La France, qui a été la dernière puissance occidentale à lâcher Ben Ali, est à nouveau la dernière quand il s’agit de fêter avec les Tunisiens la démocratie naissante.

Par Ignacio Cembrero


 

La France a été mesquine vis-à-vis de la Tunisie qui accouche d’une démocratie. Son ministre des Affaires Étrangères, Alain Juppé, a certes salué «le bon déroulement des premières élections libres en Tunisie», mais il n’est pas allé au-delà. Pas un mot pour féliciter les vainqueurs à commencer par les islamistes d’Ennahdha. Pas un mot non plus pour souligner la volonté de Paris de travailler avec le nouveau gouvernement issu des urnes.

Les remontrances de Juppé

Au contraire, les messages émis à Paris sont parsemés de remontrances. Ils sont «comminatoires», écrit le site ‘‘Leaders’’ de Tunisie. «La France sera vigilante sur le respect des droits de l’homme et des principes démocratiques» en Libye et en Tunisie, a prévenu mercredi le président Nicolas Sarkozy lors du dernier conseil des ministres, comme si la situation dans les deux pays était comparable. Et puis Juppé en a rajouté une couche évoquant «les lignes rouges à ne pas franchir». «On va être très vigilants et nous avons des moyens d’exprimer cette vigilance», a-t-il menacé.
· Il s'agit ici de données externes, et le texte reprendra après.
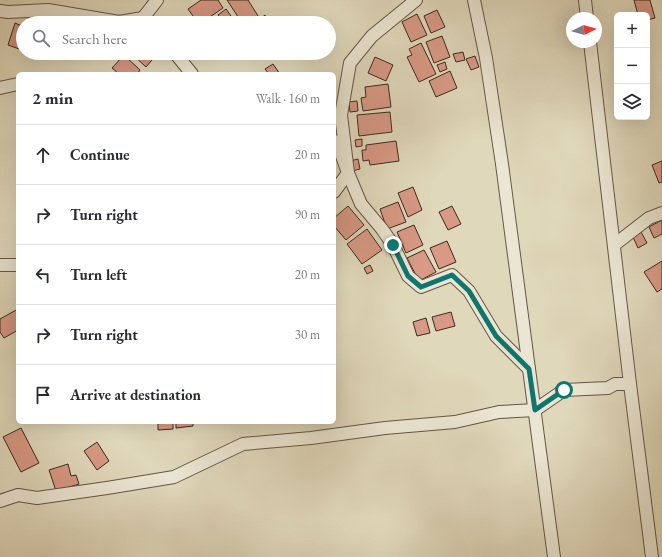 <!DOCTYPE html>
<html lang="en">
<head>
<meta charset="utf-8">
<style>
  body { margin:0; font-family:"EB Garamond",serif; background:#f2f2f3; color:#2b2b33 }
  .controls { position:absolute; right:12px; top:12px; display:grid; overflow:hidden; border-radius:6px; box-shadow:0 4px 16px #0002 }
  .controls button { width:36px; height:36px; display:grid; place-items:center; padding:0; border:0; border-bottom:1px solid #e1e1e2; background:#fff; color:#2b2b33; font:20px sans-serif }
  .compass { position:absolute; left:566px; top:12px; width:36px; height:36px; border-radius:50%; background:#fff; box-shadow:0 4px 16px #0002; rotate:85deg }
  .stop { position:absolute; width:12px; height:12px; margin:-9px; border:3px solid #0f766e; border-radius:50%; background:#fff }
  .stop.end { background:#0f766e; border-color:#fff; box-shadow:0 1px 4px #0008 }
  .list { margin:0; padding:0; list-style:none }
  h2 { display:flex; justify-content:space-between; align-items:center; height:52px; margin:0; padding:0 16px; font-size:17px }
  h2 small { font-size:13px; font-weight:400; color:#7c7c81 }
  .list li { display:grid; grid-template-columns:26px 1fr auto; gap:12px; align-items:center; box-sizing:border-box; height:60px; padding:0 16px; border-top:1px solid #e1e1e2 }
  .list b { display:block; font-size:15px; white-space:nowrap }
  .list em { font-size:13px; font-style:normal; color:#7c7c81 }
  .icon { flex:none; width:22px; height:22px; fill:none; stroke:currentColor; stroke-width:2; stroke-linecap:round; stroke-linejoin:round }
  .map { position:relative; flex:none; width:662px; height:557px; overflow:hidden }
  .search { position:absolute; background:#fff; box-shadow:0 4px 16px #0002; left:16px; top:16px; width:320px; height:44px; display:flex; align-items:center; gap:10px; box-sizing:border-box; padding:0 14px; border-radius:22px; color:#7c7c81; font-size:15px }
  .panel { position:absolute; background:#fff; box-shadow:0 4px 16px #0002; left:16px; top:72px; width:320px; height:352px; border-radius:6px }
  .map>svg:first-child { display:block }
  .building { fill:#d89985; stroke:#3b2a20 }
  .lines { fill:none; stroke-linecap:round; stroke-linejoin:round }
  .minor-casing { stroke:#645647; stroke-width:14 }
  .minor { stroke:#ebe6d3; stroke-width:12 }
  .route { stroke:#0f766e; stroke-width:5 }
</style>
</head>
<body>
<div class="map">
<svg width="662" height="557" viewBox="0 0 662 557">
  <rect width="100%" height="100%" fill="#e0d8bb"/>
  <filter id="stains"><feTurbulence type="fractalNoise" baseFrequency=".005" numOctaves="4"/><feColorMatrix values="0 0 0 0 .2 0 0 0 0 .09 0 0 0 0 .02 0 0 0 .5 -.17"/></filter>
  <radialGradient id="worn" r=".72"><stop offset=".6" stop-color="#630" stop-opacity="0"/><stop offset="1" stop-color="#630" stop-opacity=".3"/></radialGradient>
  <g class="building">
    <polygon points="201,0 218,0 223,8 201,23 198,23 188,9"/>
    <polygon points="227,0 248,0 260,19 265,15 269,23 242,23"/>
    <polygon points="634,0 650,0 655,18 647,20 647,15 638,15"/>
    <polygon points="226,9 236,23 224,23 218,15"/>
    <polygon points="437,10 445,27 431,33 424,16"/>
    <polygon points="417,14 427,35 411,42 402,22"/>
    <polygon points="15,23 22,26 23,24 22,50 8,45"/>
    <polygon points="442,36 450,57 434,63 426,42"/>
    <polygon points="421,43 436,74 419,82 407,57 412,55 409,49"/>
    <polygon points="463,52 465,60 456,62 453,54"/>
    <polygon points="131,53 158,53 146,67"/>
    <polygon points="124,55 140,70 137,74 119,74 112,68"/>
    <polygon points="475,56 479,67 471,70 466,59"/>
    <polygon points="375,57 393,65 386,81 368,73"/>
    <polygon points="445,62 447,69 440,72 437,65"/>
    <polygon points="273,64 280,74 269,74 265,69"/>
    <polygon points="450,71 457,88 436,97 429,81"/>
    <polygon points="388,84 391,107 363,111 361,98 366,97 365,87"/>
    <polygon points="357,101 358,111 350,112 349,102"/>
    <polygon points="390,112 392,132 359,136 357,115"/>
    <polygon points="362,139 362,146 356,147 355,140"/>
    <polygon points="396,141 399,161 370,165 369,160 363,161 362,150 366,150 366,145"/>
    <polygon points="358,159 360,169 352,171 350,161"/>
    <polygon points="662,161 662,182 659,183 652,165"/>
    <polygon points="413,187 422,210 408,217 398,193"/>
    <polygon points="398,202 406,222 387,229 380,209"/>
    <polygon points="348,206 364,225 346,240 334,226 334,218"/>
    <polygon points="452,206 461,224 448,230 439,212"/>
    <polygon points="662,220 662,234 654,238 649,227"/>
    <polygon points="414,225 423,245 406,253 397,232"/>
    <polygon points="367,229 382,250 362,264 347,244"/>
    <polygon points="641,232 647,243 638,248 633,237"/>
    <polygon points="447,241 456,262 439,269 430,248"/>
    <polygon points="424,250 436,272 419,281 407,258"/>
    <polygon points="662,261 662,289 657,292 644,272"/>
    <polygon points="370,265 373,271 367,274 364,268"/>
    <polygon points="18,309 18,330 4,338 0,332 0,319"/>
    <polygon points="451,312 455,326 436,331 432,317"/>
    <polygon points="426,318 430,333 417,336 413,322"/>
    <polygon points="158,422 173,422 173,429 158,430"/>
    <polygon points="176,422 193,422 193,426 176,428"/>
    <polygon points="21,428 39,463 21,472 3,437"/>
    <polygon points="97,442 109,461 97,470 84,451"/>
    <polygon points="68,464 71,476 76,475 79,484 56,491 49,470"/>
  </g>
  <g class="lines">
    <g class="minor-casing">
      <g id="minor">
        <polyline points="416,0 372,36 350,63 341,115 348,173 361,204 382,229 393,245 408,276 421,287 452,275 469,291 496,336 529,369 554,557"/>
        <polyline points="474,0 486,58 502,164 529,369"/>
        <polyline points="585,0 587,18"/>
        <polyline points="0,11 8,12 48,10 119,22 143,18 149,23"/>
        <polyline points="143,18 157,0"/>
        <polyline points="590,42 630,384 652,557"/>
        <polyline points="175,53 192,74"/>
        <polyline points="0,88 18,84"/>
        <polyline points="334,141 337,142 348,173 334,192"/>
        <polyline points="614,245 649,218 662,213"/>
        <polyline points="0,265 18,265"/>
        <polyline points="0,501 18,495 37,498 107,488 174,477 243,444 311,438 385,428 455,422 499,412 535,410 564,390 608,388 615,384 630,384"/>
      </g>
    </g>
    <use href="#minor" class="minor"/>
  </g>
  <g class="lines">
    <polyline class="route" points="393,245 408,276 421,287 452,275 469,291 496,336 529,369 535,410 564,390"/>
  </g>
  <rect width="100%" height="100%" filter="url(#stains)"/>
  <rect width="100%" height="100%" fill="url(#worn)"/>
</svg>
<div class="controls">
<button>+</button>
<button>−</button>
<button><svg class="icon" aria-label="layers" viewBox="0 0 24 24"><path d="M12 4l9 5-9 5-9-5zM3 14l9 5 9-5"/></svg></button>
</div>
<svg class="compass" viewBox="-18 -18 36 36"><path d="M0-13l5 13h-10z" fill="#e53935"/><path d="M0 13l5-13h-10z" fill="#7c7c81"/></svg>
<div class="stop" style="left:564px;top:390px"></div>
<div class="stop end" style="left:393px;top:245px"></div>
<div class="search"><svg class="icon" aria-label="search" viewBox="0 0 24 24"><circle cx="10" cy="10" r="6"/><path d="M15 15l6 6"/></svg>Search here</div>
<section class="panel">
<h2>2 min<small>Walk · 160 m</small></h2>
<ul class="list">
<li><svg class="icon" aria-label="ahead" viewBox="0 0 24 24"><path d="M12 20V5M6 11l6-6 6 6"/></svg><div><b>Continue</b></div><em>20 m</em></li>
<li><svg class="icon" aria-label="right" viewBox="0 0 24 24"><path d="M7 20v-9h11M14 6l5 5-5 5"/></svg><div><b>Turn right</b></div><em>90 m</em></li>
<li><svg class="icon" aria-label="left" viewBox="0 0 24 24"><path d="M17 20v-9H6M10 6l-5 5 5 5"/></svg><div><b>Turn left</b></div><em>20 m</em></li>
<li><svg class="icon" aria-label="right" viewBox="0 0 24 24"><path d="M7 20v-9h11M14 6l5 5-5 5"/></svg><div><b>Turn right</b></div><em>30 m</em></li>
<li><svg class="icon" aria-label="arrive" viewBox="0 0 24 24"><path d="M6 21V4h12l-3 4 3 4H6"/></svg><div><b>Arrive at destination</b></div></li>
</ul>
</section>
</div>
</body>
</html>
Enfin Bernard Valero, le porte-parole du Quai d’Orsay, s’est refusé vendredi à commenter les résultats officiels des élections que venait de rendre public le jour même l’Isie, l’organe indépendant tunisien qui les a organisées, sous prétexte qu’ils n’étaient pas encore définitifs. D’après Ridha Torkhani, l’un des responsables de l’Isie, on ne connaîtra les résultats définitifs que vers le 10 novembre, mais ils ne varieront guère par rapport à ceux annoncés vendredi.

On peut certes s’inquiéter légitimement des intentions, sur le moyen ou le long terme, d’Ennahdha. Mais d’abord il faut être bon prince et se réjouir du démarrage de cette expérience démocratique en Afrique du Nord, manifester sa volonté de l’épauler, de travailler main dans la main avec les nouveaux représentants du peuple tunisien.
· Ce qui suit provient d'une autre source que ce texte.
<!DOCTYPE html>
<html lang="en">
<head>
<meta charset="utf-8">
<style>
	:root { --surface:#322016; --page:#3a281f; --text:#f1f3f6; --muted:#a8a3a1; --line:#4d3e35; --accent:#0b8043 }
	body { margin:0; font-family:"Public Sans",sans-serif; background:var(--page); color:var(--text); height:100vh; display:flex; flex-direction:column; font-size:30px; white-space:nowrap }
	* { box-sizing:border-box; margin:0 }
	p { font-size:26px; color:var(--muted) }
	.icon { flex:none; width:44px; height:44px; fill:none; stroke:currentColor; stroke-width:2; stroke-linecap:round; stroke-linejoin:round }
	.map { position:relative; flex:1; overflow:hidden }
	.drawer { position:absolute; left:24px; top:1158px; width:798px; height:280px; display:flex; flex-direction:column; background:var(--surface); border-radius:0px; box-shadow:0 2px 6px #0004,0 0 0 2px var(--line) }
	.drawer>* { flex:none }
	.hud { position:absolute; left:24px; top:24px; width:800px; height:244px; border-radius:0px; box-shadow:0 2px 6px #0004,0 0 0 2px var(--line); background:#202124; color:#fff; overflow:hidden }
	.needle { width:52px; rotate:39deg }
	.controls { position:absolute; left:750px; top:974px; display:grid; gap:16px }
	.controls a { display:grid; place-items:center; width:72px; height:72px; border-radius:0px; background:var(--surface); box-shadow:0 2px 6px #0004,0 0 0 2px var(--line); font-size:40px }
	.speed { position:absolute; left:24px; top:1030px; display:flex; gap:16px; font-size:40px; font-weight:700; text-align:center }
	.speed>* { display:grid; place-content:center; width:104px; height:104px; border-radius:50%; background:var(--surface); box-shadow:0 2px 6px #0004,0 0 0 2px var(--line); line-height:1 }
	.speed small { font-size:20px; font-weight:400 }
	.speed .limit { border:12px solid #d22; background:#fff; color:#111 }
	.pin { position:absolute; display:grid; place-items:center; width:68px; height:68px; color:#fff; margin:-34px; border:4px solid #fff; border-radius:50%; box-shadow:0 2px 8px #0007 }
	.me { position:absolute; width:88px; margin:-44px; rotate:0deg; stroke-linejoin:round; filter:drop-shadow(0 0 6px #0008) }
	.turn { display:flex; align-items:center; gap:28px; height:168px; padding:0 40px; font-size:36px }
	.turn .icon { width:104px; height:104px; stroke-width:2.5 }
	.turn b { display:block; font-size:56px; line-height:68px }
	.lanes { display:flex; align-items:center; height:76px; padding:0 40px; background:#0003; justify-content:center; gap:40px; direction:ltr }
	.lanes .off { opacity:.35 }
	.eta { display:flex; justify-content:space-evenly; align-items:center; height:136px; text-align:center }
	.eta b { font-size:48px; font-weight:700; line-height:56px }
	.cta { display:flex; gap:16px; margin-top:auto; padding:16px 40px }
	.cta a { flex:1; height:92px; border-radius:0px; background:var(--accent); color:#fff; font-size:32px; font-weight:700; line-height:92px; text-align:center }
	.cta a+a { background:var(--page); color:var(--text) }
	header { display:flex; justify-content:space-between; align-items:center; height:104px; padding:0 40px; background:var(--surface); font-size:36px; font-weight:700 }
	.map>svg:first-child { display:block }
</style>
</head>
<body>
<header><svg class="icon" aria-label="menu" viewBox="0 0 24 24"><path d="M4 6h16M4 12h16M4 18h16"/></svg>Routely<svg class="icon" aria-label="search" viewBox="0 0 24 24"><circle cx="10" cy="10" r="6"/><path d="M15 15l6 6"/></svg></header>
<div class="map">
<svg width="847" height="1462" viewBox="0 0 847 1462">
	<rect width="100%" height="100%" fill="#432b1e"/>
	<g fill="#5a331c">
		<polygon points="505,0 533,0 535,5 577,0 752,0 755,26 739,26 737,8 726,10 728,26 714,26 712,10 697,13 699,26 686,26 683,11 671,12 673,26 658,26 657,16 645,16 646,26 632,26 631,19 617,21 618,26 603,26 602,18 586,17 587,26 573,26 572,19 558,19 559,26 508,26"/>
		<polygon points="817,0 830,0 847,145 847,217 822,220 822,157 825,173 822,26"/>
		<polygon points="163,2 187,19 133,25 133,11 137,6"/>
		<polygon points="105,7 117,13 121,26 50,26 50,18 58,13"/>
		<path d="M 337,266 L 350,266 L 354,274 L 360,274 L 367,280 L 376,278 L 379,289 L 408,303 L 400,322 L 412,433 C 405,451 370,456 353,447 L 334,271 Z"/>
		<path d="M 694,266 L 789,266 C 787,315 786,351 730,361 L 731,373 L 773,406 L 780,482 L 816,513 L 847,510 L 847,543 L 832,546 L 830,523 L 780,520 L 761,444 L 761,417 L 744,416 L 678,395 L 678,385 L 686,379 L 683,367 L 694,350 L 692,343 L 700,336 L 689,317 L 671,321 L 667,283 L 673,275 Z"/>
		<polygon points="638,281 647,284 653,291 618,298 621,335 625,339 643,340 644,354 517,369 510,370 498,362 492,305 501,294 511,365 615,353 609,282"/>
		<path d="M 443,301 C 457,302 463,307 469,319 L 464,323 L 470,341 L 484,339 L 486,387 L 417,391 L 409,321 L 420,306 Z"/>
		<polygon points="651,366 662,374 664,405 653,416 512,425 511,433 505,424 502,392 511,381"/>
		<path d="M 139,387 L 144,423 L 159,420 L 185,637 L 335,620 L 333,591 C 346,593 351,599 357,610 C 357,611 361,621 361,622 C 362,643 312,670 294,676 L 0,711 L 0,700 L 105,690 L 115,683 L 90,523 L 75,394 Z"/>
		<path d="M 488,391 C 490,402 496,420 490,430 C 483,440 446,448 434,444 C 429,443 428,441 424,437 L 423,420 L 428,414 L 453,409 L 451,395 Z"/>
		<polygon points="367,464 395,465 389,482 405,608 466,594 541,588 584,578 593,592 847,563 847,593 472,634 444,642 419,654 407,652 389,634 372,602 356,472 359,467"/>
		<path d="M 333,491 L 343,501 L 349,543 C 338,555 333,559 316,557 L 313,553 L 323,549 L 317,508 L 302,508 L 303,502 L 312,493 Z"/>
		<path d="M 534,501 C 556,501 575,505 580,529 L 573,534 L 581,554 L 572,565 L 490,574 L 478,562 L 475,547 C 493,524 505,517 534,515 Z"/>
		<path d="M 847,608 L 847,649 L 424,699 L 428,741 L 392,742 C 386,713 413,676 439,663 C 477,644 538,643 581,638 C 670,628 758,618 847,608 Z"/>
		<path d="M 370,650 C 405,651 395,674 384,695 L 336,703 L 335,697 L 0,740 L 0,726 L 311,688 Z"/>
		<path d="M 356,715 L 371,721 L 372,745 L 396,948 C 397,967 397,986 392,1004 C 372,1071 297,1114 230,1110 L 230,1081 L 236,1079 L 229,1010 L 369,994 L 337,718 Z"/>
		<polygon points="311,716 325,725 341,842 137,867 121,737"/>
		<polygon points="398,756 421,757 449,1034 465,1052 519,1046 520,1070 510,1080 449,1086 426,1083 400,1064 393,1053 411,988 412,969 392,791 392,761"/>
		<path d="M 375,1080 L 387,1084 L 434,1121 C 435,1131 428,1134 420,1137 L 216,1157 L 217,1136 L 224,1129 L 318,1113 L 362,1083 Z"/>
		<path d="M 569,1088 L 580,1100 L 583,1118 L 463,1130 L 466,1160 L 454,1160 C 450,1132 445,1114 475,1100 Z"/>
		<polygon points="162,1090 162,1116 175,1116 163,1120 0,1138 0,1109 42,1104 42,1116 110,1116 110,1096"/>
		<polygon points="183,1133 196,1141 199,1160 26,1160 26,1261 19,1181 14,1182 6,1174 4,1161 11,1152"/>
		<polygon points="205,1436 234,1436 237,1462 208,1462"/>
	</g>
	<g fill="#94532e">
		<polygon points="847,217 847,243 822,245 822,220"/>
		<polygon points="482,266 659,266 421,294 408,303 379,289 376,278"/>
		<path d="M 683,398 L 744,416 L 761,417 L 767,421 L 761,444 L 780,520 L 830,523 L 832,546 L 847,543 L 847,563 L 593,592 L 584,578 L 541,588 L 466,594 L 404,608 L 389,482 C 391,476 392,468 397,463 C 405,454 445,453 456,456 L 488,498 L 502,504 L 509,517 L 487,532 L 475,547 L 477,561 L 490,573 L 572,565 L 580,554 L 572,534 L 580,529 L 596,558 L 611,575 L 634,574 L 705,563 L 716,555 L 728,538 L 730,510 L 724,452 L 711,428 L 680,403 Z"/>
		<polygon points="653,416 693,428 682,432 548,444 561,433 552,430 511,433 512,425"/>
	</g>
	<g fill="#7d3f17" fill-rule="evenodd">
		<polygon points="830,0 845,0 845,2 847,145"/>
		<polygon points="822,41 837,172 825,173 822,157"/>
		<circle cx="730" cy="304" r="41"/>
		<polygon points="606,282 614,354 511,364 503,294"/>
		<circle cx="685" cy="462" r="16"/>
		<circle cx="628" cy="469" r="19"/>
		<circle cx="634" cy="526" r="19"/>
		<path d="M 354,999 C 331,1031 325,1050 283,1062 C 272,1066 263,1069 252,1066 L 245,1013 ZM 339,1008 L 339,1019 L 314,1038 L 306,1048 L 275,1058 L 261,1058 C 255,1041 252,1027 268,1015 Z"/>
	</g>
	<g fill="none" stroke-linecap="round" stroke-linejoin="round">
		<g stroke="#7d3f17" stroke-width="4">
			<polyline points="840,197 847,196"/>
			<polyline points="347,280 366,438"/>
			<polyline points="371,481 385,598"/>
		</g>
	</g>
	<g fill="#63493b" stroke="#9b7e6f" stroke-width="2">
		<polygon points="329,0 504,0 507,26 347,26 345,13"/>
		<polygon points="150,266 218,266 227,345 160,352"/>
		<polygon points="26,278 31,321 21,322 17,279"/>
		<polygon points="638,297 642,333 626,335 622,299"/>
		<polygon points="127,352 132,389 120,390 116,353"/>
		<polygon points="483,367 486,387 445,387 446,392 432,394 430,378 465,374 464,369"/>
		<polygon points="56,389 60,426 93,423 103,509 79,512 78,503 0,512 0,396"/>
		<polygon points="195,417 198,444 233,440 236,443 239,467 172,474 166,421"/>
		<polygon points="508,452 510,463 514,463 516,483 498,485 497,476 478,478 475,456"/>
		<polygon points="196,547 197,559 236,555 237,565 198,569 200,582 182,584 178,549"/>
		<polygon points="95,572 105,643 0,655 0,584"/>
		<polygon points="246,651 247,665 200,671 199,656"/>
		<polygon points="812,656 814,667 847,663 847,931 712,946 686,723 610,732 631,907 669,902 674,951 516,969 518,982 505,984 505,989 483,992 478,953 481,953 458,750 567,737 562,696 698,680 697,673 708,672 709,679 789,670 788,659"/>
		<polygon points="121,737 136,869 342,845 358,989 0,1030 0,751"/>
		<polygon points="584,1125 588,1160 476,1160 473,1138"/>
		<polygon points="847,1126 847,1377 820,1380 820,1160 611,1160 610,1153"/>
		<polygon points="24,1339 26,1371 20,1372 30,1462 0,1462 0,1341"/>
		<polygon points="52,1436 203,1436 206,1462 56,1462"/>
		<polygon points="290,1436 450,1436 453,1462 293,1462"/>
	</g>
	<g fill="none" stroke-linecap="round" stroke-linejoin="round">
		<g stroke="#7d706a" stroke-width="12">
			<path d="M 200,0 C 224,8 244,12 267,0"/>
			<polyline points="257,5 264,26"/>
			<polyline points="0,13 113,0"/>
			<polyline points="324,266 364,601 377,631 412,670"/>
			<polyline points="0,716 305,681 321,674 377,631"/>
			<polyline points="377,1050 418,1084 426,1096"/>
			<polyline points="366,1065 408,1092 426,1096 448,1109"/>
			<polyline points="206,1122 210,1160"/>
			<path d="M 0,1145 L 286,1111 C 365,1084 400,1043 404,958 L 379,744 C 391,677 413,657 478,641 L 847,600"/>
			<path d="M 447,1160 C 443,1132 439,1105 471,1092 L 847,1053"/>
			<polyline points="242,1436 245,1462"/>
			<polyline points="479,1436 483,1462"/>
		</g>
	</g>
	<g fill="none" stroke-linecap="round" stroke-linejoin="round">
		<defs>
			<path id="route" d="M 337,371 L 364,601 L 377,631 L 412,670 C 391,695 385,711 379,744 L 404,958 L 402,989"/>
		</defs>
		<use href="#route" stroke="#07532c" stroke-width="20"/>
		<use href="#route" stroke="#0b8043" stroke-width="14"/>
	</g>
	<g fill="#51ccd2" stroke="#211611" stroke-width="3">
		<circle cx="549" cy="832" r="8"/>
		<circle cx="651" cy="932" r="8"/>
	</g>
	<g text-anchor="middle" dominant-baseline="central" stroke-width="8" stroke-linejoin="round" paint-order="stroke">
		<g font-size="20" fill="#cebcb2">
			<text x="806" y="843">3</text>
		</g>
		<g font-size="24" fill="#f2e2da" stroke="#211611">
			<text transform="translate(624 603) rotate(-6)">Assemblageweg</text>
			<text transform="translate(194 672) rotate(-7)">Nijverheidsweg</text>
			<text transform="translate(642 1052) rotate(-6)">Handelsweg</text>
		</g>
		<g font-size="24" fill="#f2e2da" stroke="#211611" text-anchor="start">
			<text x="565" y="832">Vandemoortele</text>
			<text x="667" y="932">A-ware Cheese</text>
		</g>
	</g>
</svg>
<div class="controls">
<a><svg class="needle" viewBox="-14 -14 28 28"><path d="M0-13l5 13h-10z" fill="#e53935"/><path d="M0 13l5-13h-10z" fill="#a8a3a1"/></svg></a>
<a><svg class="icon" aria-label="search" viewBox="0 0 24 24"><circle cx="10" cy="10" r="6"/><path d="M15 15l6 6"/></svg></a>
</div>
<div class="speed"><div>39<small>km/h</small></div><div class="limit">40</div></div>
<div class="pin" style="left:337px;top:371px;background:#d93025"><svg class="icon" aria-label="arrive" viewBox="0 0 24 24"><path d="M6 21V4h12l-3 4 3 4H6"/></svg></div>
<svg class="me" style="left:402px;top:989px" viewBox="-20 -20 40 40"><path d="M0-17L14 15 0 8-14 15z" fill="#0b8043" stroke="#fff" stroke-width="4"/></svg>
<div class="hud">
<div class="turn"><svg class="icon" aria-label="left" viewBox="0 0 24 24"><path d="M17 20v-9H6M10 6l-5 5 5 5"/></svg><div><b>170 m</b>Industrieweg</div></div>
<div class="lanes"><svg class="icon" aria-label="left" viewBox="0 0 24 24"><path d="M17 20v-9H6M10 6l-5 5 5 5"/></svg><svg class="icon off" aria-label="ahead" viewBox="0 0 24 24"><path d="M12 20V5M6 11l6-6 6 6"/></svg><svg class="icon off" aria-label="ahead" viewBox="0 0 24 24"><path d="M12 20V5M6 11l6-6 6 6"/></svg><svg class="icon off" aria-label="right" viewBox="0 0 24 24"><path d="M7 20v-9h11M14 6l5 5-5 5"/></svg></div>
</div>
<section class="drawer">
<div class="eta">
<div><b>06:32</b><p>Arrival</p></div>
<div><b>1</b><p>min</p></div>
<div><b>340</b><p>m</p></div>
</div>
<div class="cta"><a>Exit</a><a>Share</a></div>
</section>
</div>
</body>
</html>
La France était bien moins vigilante du temps de la dictature du président Zine el Abidine Ben Ali dont le système politique était considéré comme un modèle par nombre de dirigeants gouvernementaux français. Faut-il encore rappeler que la ministre des Affaires Étrangères, Michèle Alliot-Marie, avait offert le 11 janvier, trois jours avant la chute du dictateur, «le savoir faire des forces se sécurité [françaises] reconnu dans le monde entier» ? Cette aide aurait pu permettre, selon la ministre, de «régler des situations sécuritaires de ce type». En Tunisie il n’y avait donc, d’après elle, qu’un problème sécuritaire que Paris pouvait contribuer à résoudre.

Maroc-Tunisie : deux poids deux mesures

La réaction des autorités françaises après le dépouillement en Tunisie est à l’opposé de celle qu’elles ont eu, par exemple, après le référendum constitutionnel du 1er juillet au Maroc que les jeunes du Mouvement du 20 février, l’opposition de gauche, un syndicat et les islamistes de Justice et Spiritualité ont boycotté. «Il apparaît d’ores en déjà que le peuple marocain a pris une décision claire et historique», avait déclaré Juppé. «Nous saluons la forte participation du peuple marocain à ce référendum», avait-il ajouté.

La participation a été au Maroc, d’après le ministère de l’Intérieur, de 72,65%, mais ce chiffre ne prend pas en compte les millions de Marocains adultes non inscrits, souvent volontairement, sur les listes d’électeurs. Si on les prend en considération la participation réelle a été à peu près de 40%, selon, par exemple, l’intellectuel laïc Fouad Abdelmoumni ou le mouvement islamiste Justice et Spiritualité.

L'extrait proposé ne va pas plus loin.